START RECORD EXTRACTS

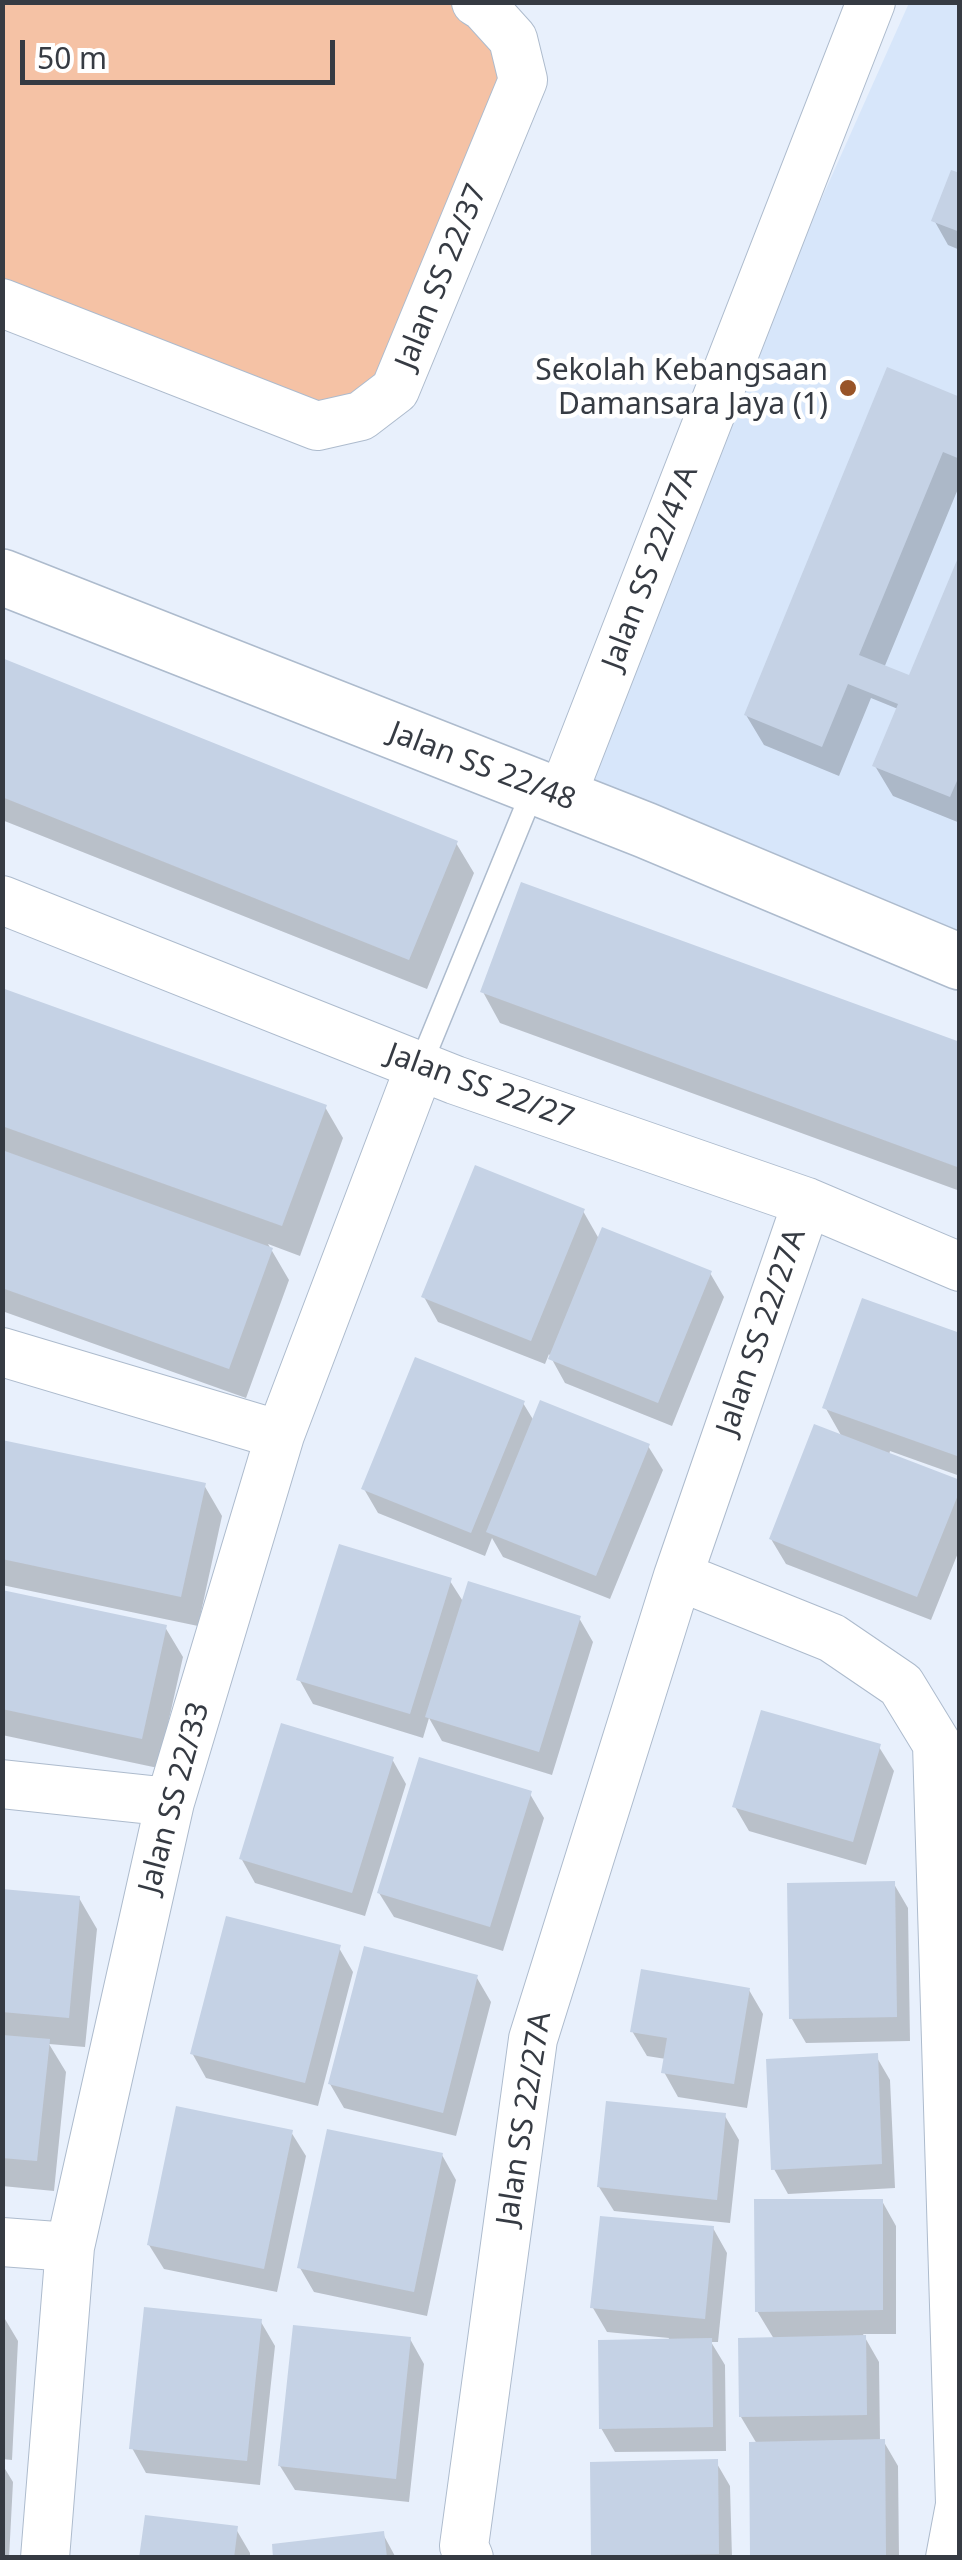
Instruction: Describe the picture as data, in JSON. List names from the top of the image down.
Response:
{
  "streets": {
    "street": [
      "Jalan SS 22/37",
      "Jalan SS 22/47A",
      "Jalan SS 22/48",
      "Jalan SS 22/27",
      "Jalan SS 22/27A",
      "Jalan SS 22/33"
    ]
  },
  "crossings": [
    ["Jalan SS 22/47A", "Jalan SS 22/48"],
    ["Jalan SS 22/27", "Jalan SS 22/27A"],
    ["Jalan SS 22/27", "Jalan SS 22/33"]
  ],
  "places": ["Sekolah Kebangsaan Damansara Jaya (1)"],
  "scale_bar": "50 m"
}
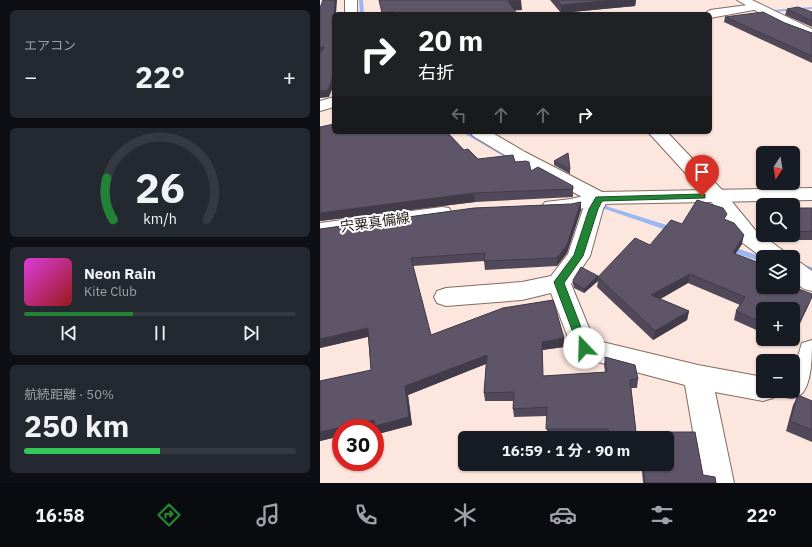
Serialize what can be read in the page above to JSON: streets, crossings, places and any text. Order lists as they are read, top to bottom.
{
  "streets": {
    "street": ["宍粟真備線"]
  },
  "north": "bottom",
  "page": {
    "tile": [
      "エアコン",
      ["航続距離 · 50%", "250 km"]
    ],
    "turn": ["20 m", "右折"],
    "heat": ["−", "22°", "+"],
    "map_buttons": ["+", "−"],
    "song": ["Neon Rain", "Kite Club"],
    "limit": "30",
    "trip": "16:59 · 1 分 · 90 m",
    "tabs": ["16:58", "22°"],
    "gauge": ["26", "km/h"]
  }
}
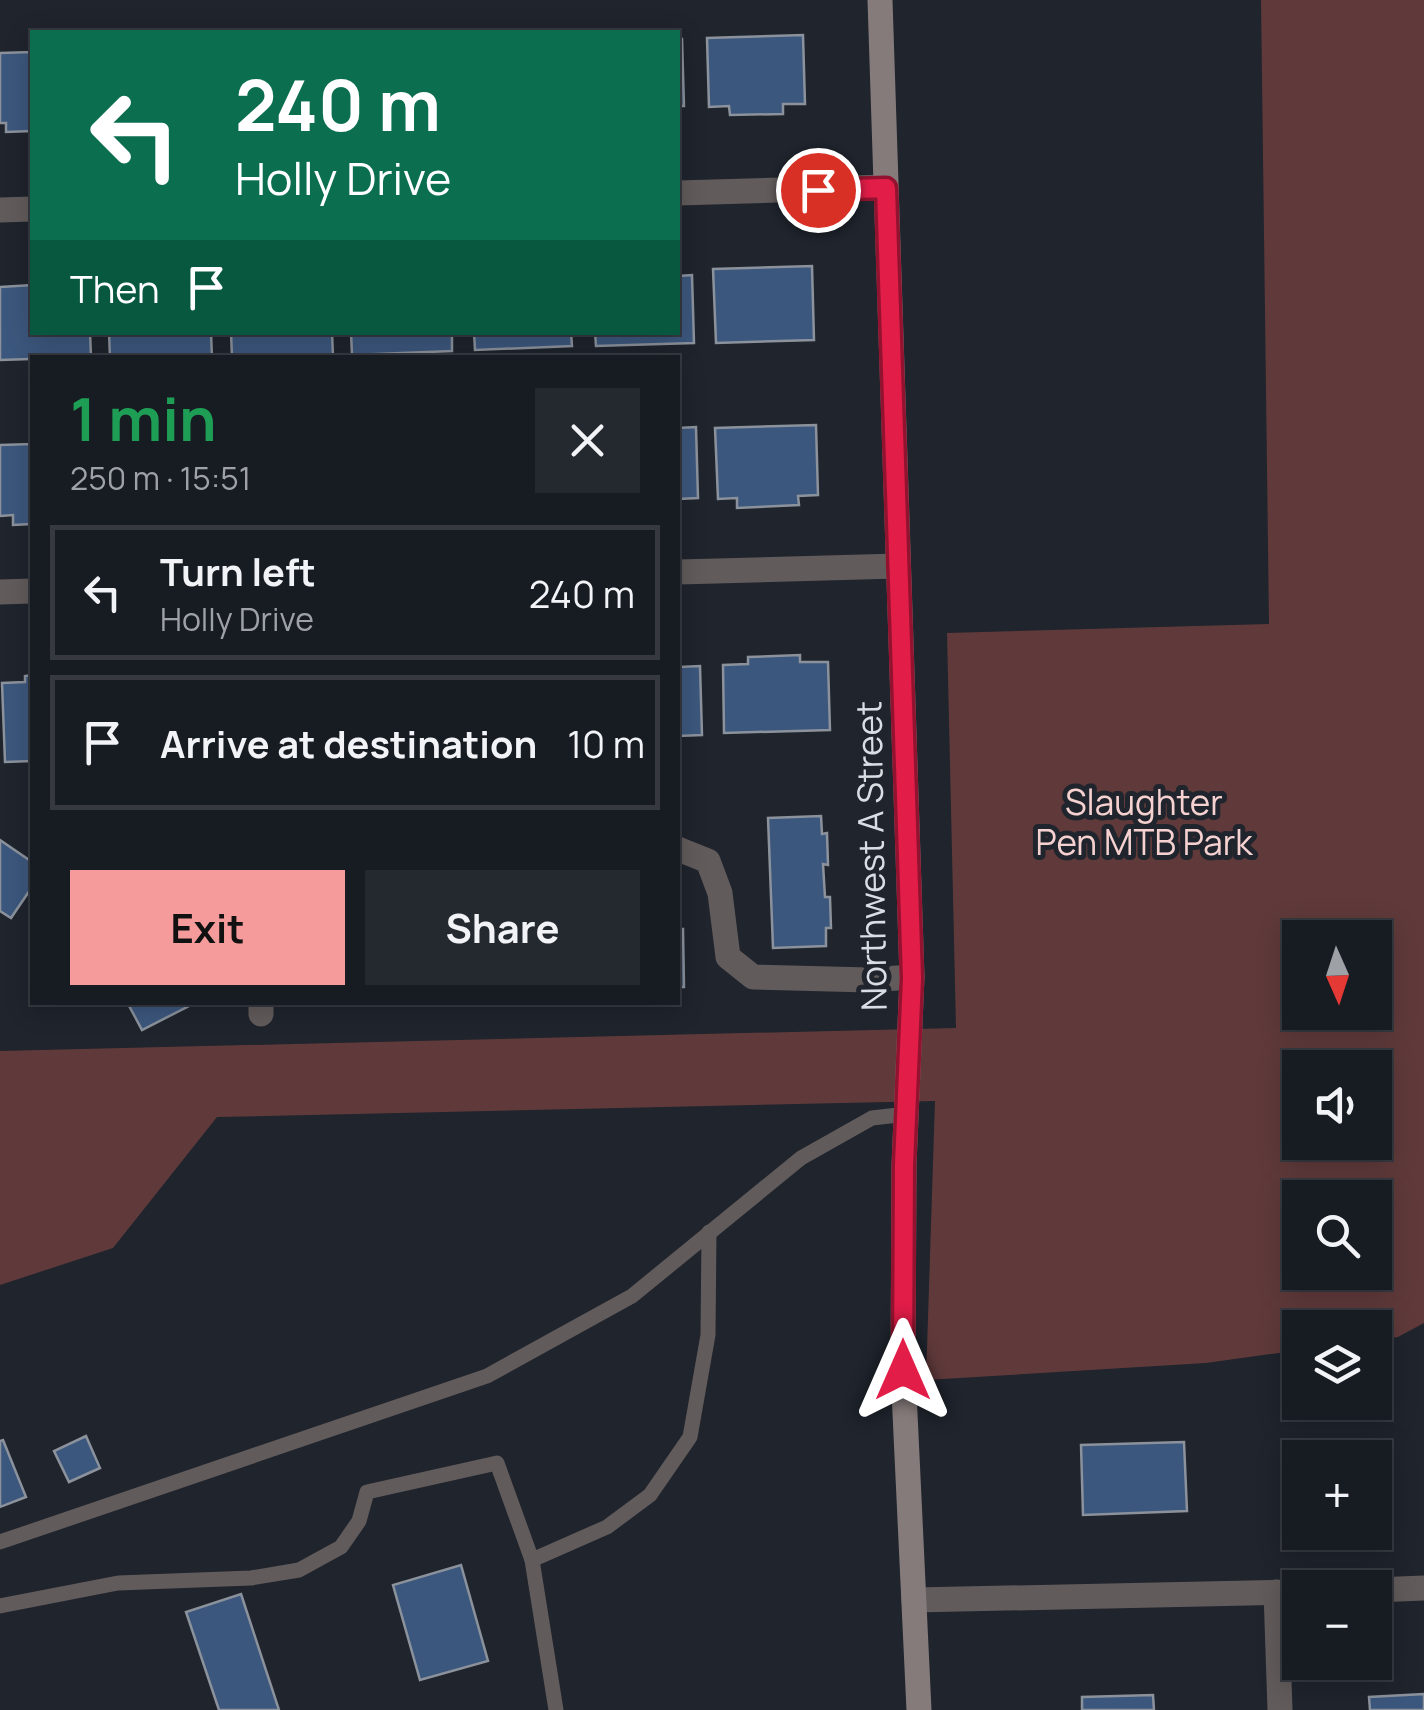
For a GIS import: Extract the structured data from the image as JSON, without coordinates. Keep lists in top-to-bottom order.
{
  "streets": {
    "street": ["Northwest A Street"]
  },
  "parks": ["Slaughter Pen MTB Park"],
  "north": "bottom",
  "page": {
    "turn": ["240 m", "Holly Drive"],
    "then": "Then",
    "heading": ["1 min", "250 m · 15:51"],
    "list": [
      {
        "name": "Turn left",
        "note": "Holly Drive",
        "value": "240 m"
      },
      {
        "name": "Arrive at destination",
        "value": "10 m"
      }
    ],
    "buttons": ["Exit", "Share"],
    "map_buttons": ["+", "−"]
  }
}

END RECORD EXTRACTS

TASK DESCRIPTION —
Copy out every line of the data above, taking care to leave the pictures out.

REPLY TO THE TASK —
Instruction: Describe the picture as data, in JSON. List names from the top of the image down.
Response:
{
  "streets": {
    "street": [
      "Jalan SS 22/37",
      "Jalan SS 22/47A",
      "Jalan SS 22/48",
      "Jalan SS 22/27",
      "Jalan SS 22/27A",
      "Jalan SS 22/33"
    ]
  },
  "crossings": [
    ["Jalan SS 22/47A", "Jalan SS 22/48"],
    ["Jalan SS 22/27", "Jalan SS 22/27A"],
    ["Jalan SS 22/27", "Jalan SS 22/33"]
  ],
  "places": ["Sekolah Kebangsaan Damansara Jaya (1)"],
  "scale_bar": "50 m"
}
Serialize what can be read in the page above to JSON: streets, crossings, places and any text. Order lists as they are read, top to bottom.
{
  "streets": {
    "street": ["宍粟真備線"]
  },
  "north": "bottom",
  "page": {
    "tile": [
      "エアコン",
      ["航続距離 · 50%", "250 km"]
    ],
    "turn": ["20 m", "右折"],
    "heat": ["−", "22°", "+"],
    "map_buttons": ["+", "−"],
    "song": ["Neon Rain", "Kite Club"],
    "limit": "30",
    "trip": "16:59 · 1 分 · 90 m",
    "tabs": ["16:58", "22°"],
    "gauge": ["26", "km/h"]
  }
}
For a GIS import: Extract the structured data from the image as JSON, without coordinates. Keep lists in top-to-bottom order.
{
  "streets": {
    "street": ["Northwest A Street"]
  },
  "parks": ["Slaughter Pen MTB Park"],
  "north": "bottom",
  "page": {
    "turn": ["240 m", "Holly Drive"],
    "then": "Then",
    "heading": ["1 min", "250 m · 15:51"],
    "list": [
      {
        "name": "Turn left",
        "note": "Holly Drive",
        "value": "240 m"
      },
      {
        "name": "Arrive at destination",
        "value": "10 m"
      }
    ],
    "buttons": ["Exit", "Share"],
    "map_buttons": ["+", "−"]
  }
}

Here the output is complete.